What you are asked to do: Your answer must be every line of the data that contains "JSON".

═══ Exercise data ═══

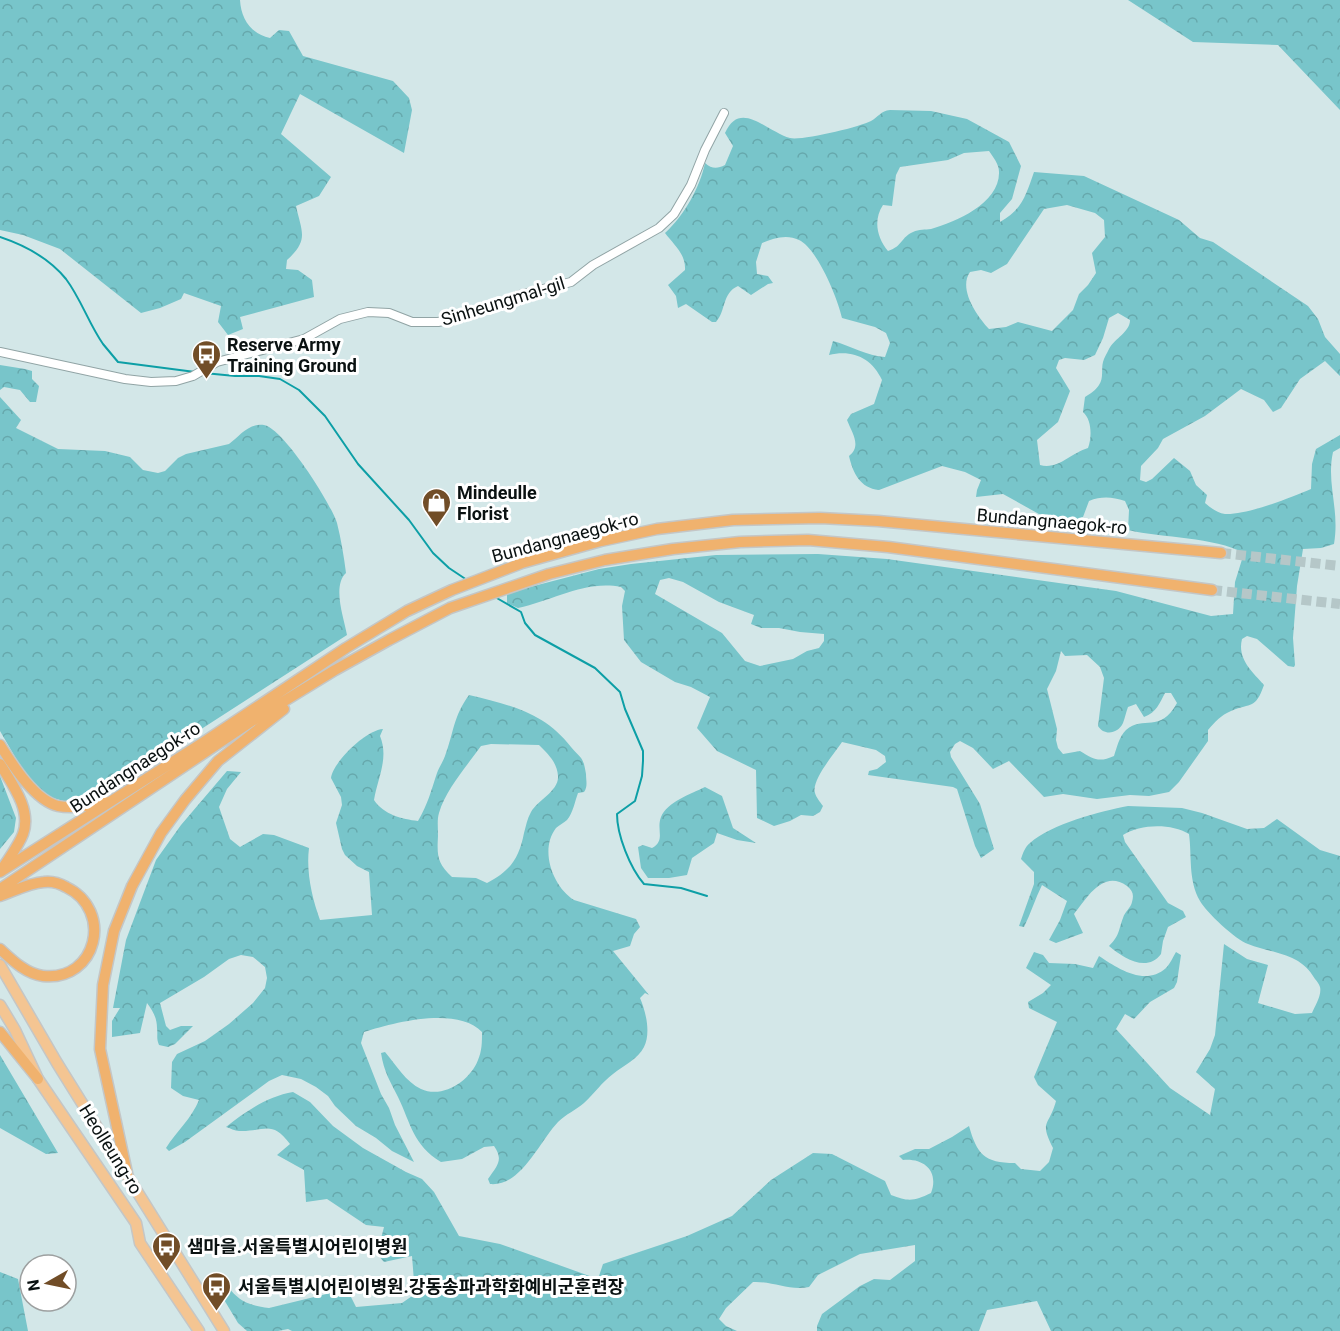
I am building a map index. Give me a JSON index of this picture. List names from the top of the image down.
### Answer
{
  "streets": {
    "highway": ["Bundangnaegok-ro"],
    "main road": ["Heolleung-ro"],
    "street": ["Sinheungmal-gil"]
  },
  "places": {
    "bus stop": ["Reserve Army Training Ground", "샘마을.서울특별시어린이병원", "서울특별시어린이병원.강동송파과학화예비군훈련장"],
    "shop": ["Mindeulle Florist"]
  },
  "north": "left"
}
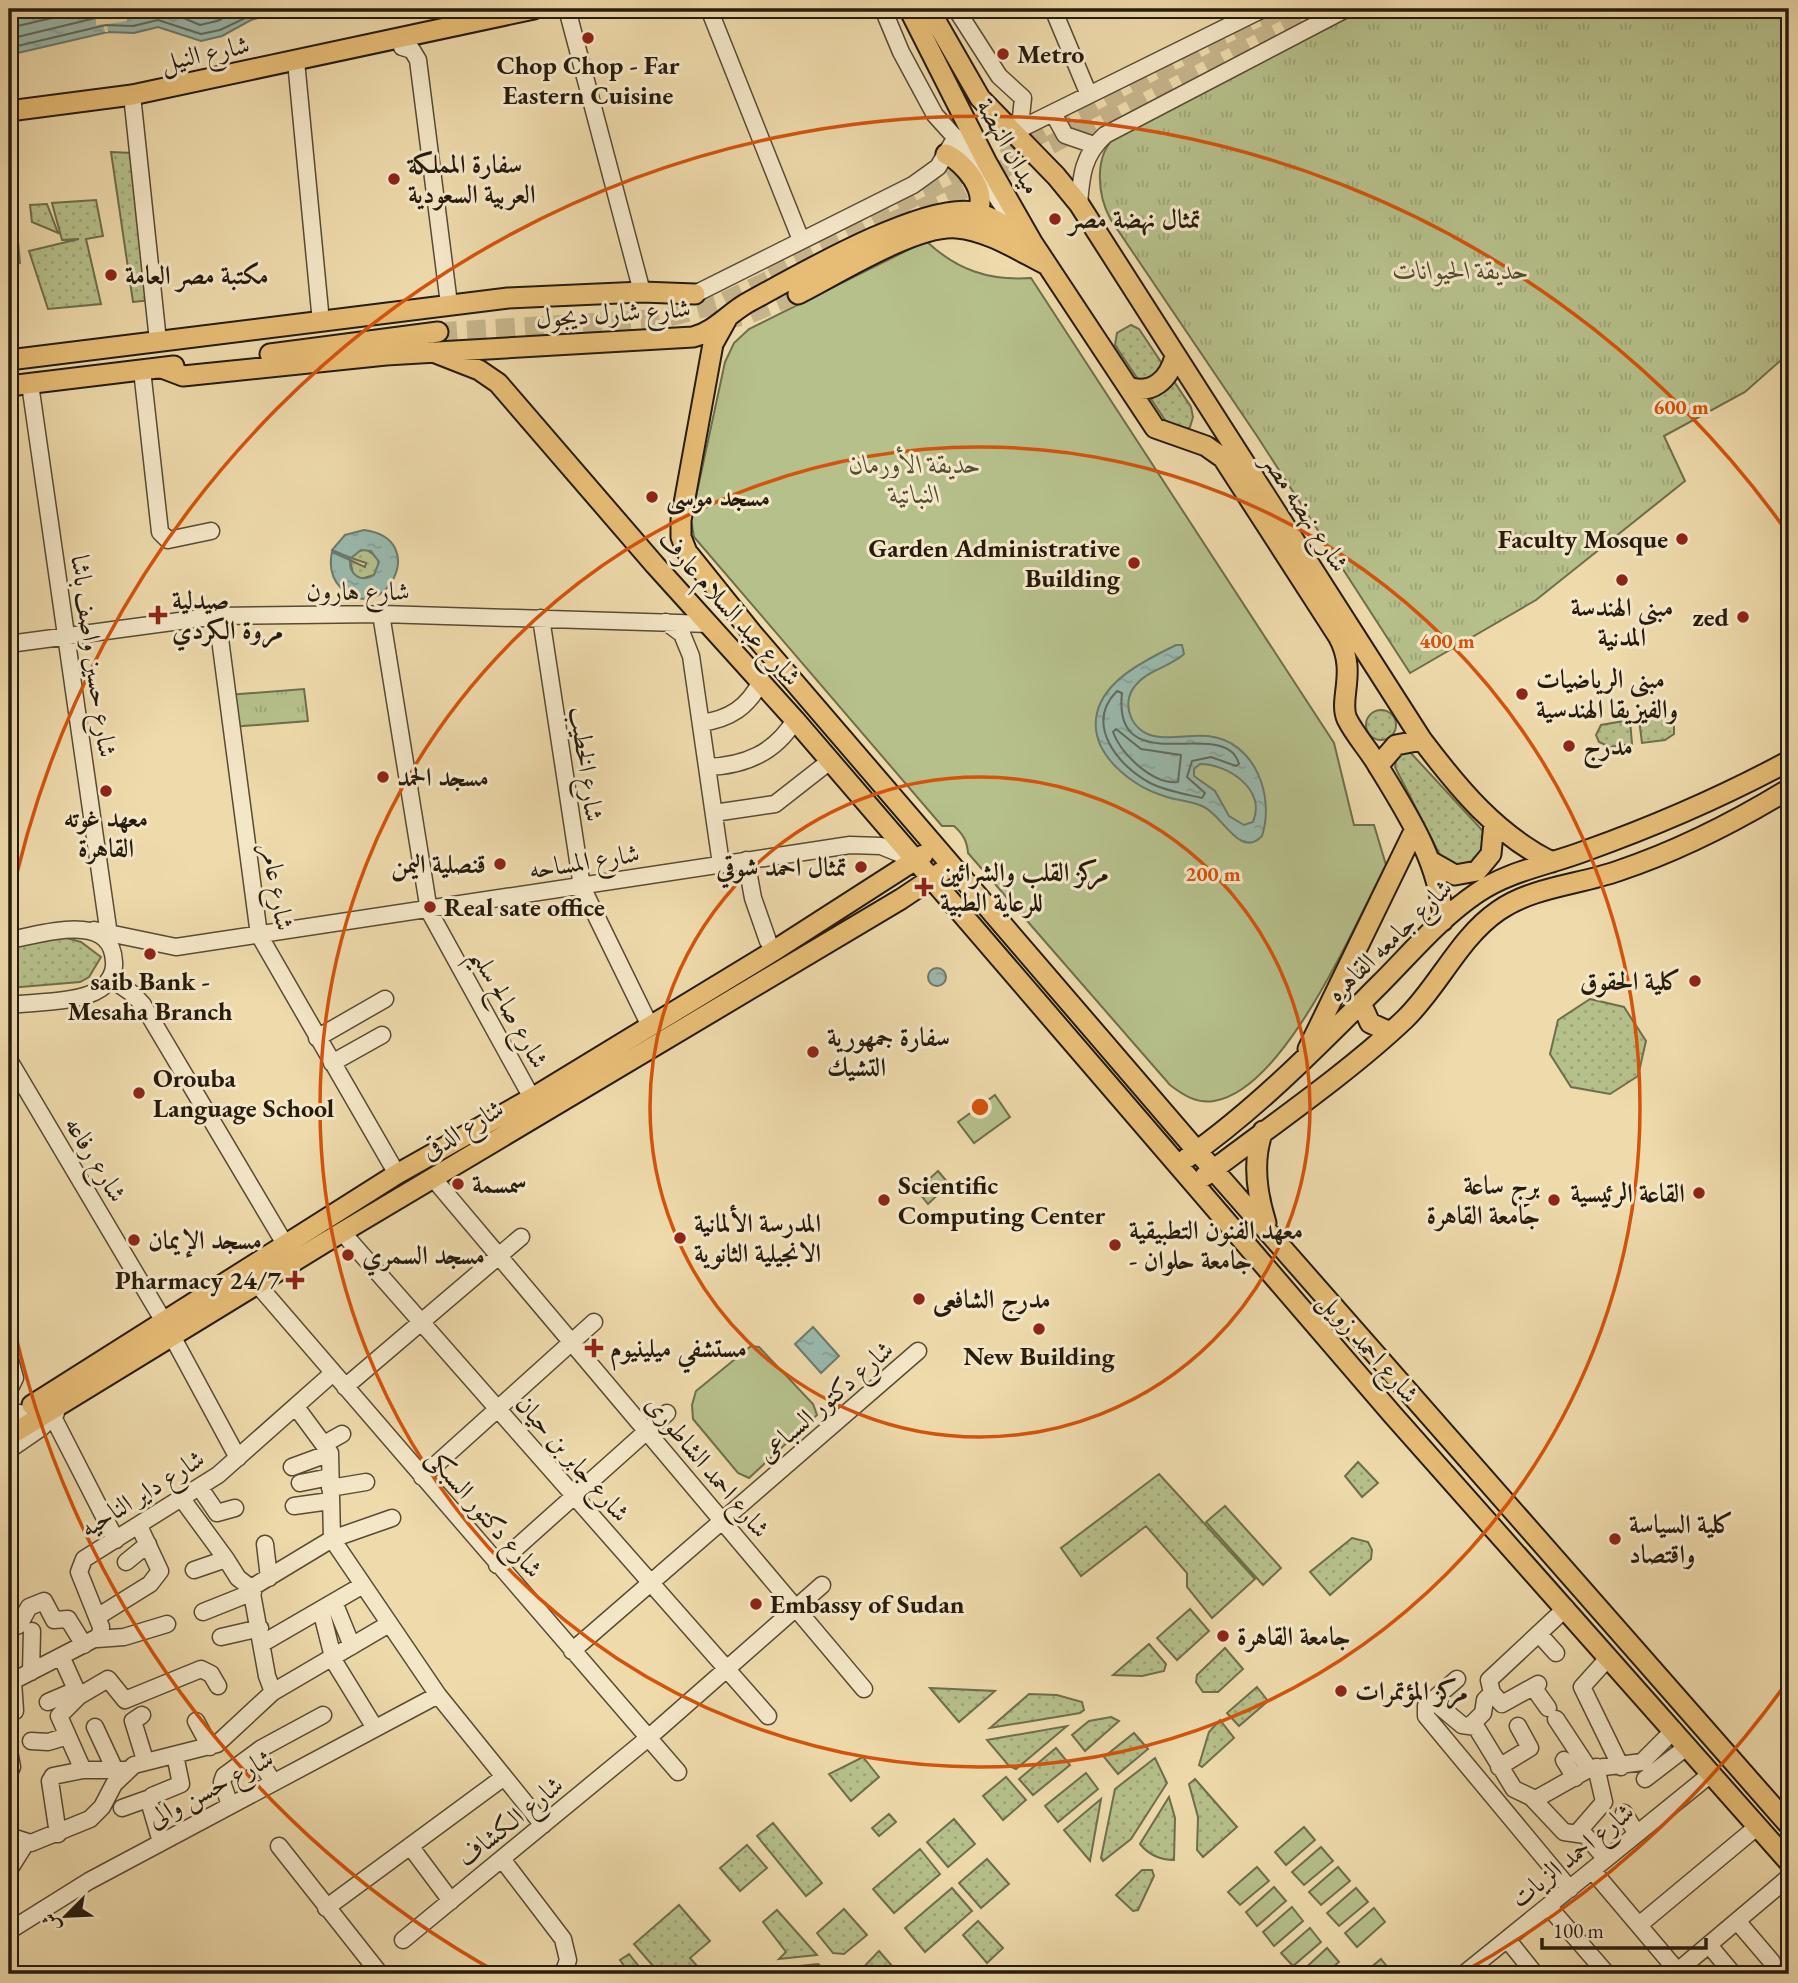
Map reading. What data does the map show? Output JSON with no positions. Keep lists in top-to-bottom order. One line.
{"streets":{"main road":["شارع النيل","ميدان النهضة","شارع شارل ديجول","شارع نهضه مصر","شارع عبد السلام عارف","شارع جامعه القاهره","شارع الدقى","شارع احمد زويل"],"street":["شارع هارون","شارع حسين واصف باشا","شارع الخطيب","شارع المساحه","شارع عامر","شارع صالح سليم","شارع رفاعه","شارع دكتور السباعى","شارع جابر بن حيان","شارع احمد الشاطورى","شارع داير الناحيه","شارع دكتور السبكى","شارع حسن والى","شارع الكشاف","شارع احمد الزيات"]},"crossings":[["ميدان النهضة","شارع نهضه مصر"],["شارع شارل ديجول","شارع عبد السلام عارف"],["شارع شارل ديجول","شارع حسين واصف باشا"],["شارع نهضه مصر","شارع جامعه القاهره"],["شارع هارون","شارع عبد السلام عارف"],["شارع هارون","شارع حسين واصف باشا"],["شارع هارون","شارع الخطيب"],["شارع هارون","شارع عامر"],["شارع هارون","شارع صالح سليم"],["شارع عبد السلام عارف","شارع المساحه"],["شارع عبد السلام عارف","شارع الدقى"],["شارع عبد السلام عارف","شارع احمد زويل"],["شارع حسين واصف باشا","شارع المساحه"],["شارع الخطيب","شارع المساحه"],["شارع الخطيب","شارع الدقى"],["شارع المساحه","شارع عامر"],["شارع المساحه","شارع صالح سليم"],["شارع المساحه","شارع الدقى"],["شارع المساحه","شارع احمد زويل"],["شارع عامر","شارع الدقى"],["شارع جامعه القاهره","شارع احمد زويل"],["شارع صالح سليم","شارع الدقى"],["شارع الدقى","شارع رفاعه"],["شارع الدقى","شارع احمد زويل"],["شارع الدقى","شارع جابر بن حيان"],["شارع الدقى","شارع احمد الشاطورى"],["شارع الدقى","شارع دكتور السبكى"],["شارع رفاعه","شارع داير الناحيه"],["شارع احمد زويل","شارع احمد الزيات"],["شارع دكتور السباعى","شارع جابر بن حيان"],["شارع دكتور السباعى","شارع احمد الشاطورى"],["شارع دكتور السباعى","شارع دكتور السبكى"],["شارع جابر بن حيان","شارع الكشاف"],["شارع احمد الشاطورى","شارع الكشاف"],["شارع داير الناحيه","شارع دكتور السبكى"],["شارع دكتور السبكى","شارع الكشاف"]],"parks":["حديقة الحيوانات","حديقة الأورمان النباتية"],"places":{"other":["Chop Chop - Far Eastern Cuisine","Metro","سفارة المملكة العربية السعودية","تمثال نهضة مصر","مكتبة مصر العامة","مسجد موسى","Faculty Mosque","Garden Administrative Building","مبنى الهندسة المدنية","zed","مبنى الرياضيات والفيزيقا الهندسية","مدرج","مسجد الحمد","معهد غوته القاهرة","قنصلية اليمن","تمثال احمد شوقي","Real sate office","saib Bank - Mesaha Branch","كلية الحقوق","سفارة جمهورية التشيك","Orouba Language School","سمسمة","القاعة الرئيسية","Scientific Computing Center","برج ساعة جامعة القاهرة","المدرسة الألمانية الانجيلية الثانوية","مسجد الإيمان","معهد الفنون التطبيقية - جامعة حلوان","مسجد السمري","مدرج الشافعى","New Building","كلية السياسة واقتصاد","Embassy of Sudan","جامعة القاهرة","مركز المؤتمرات"],"health":["صيدلية مروة الكردي","مركز القلب والشرائين للرعاية الطبية","Pharmacy 24/7","مستشفي ميلينيوم"]},"scale_bar":"100 m","north":"bottom left","rings":["600 m","400 m","200 m"]}
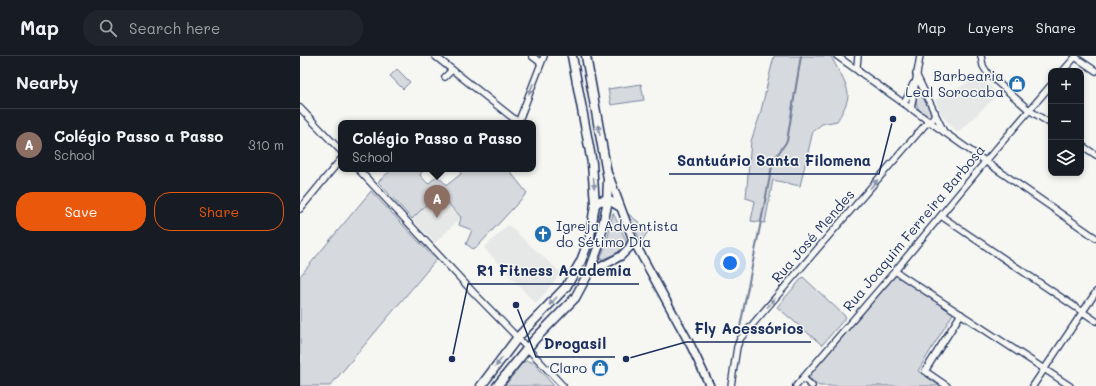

═══

The answer:
I am building a map index. Give me a JSON index of this picture. List names from the top of the image down.
Map reading. What data does the map show? Output JSON with no positions. Keep lists in top-to-bottom order. One line.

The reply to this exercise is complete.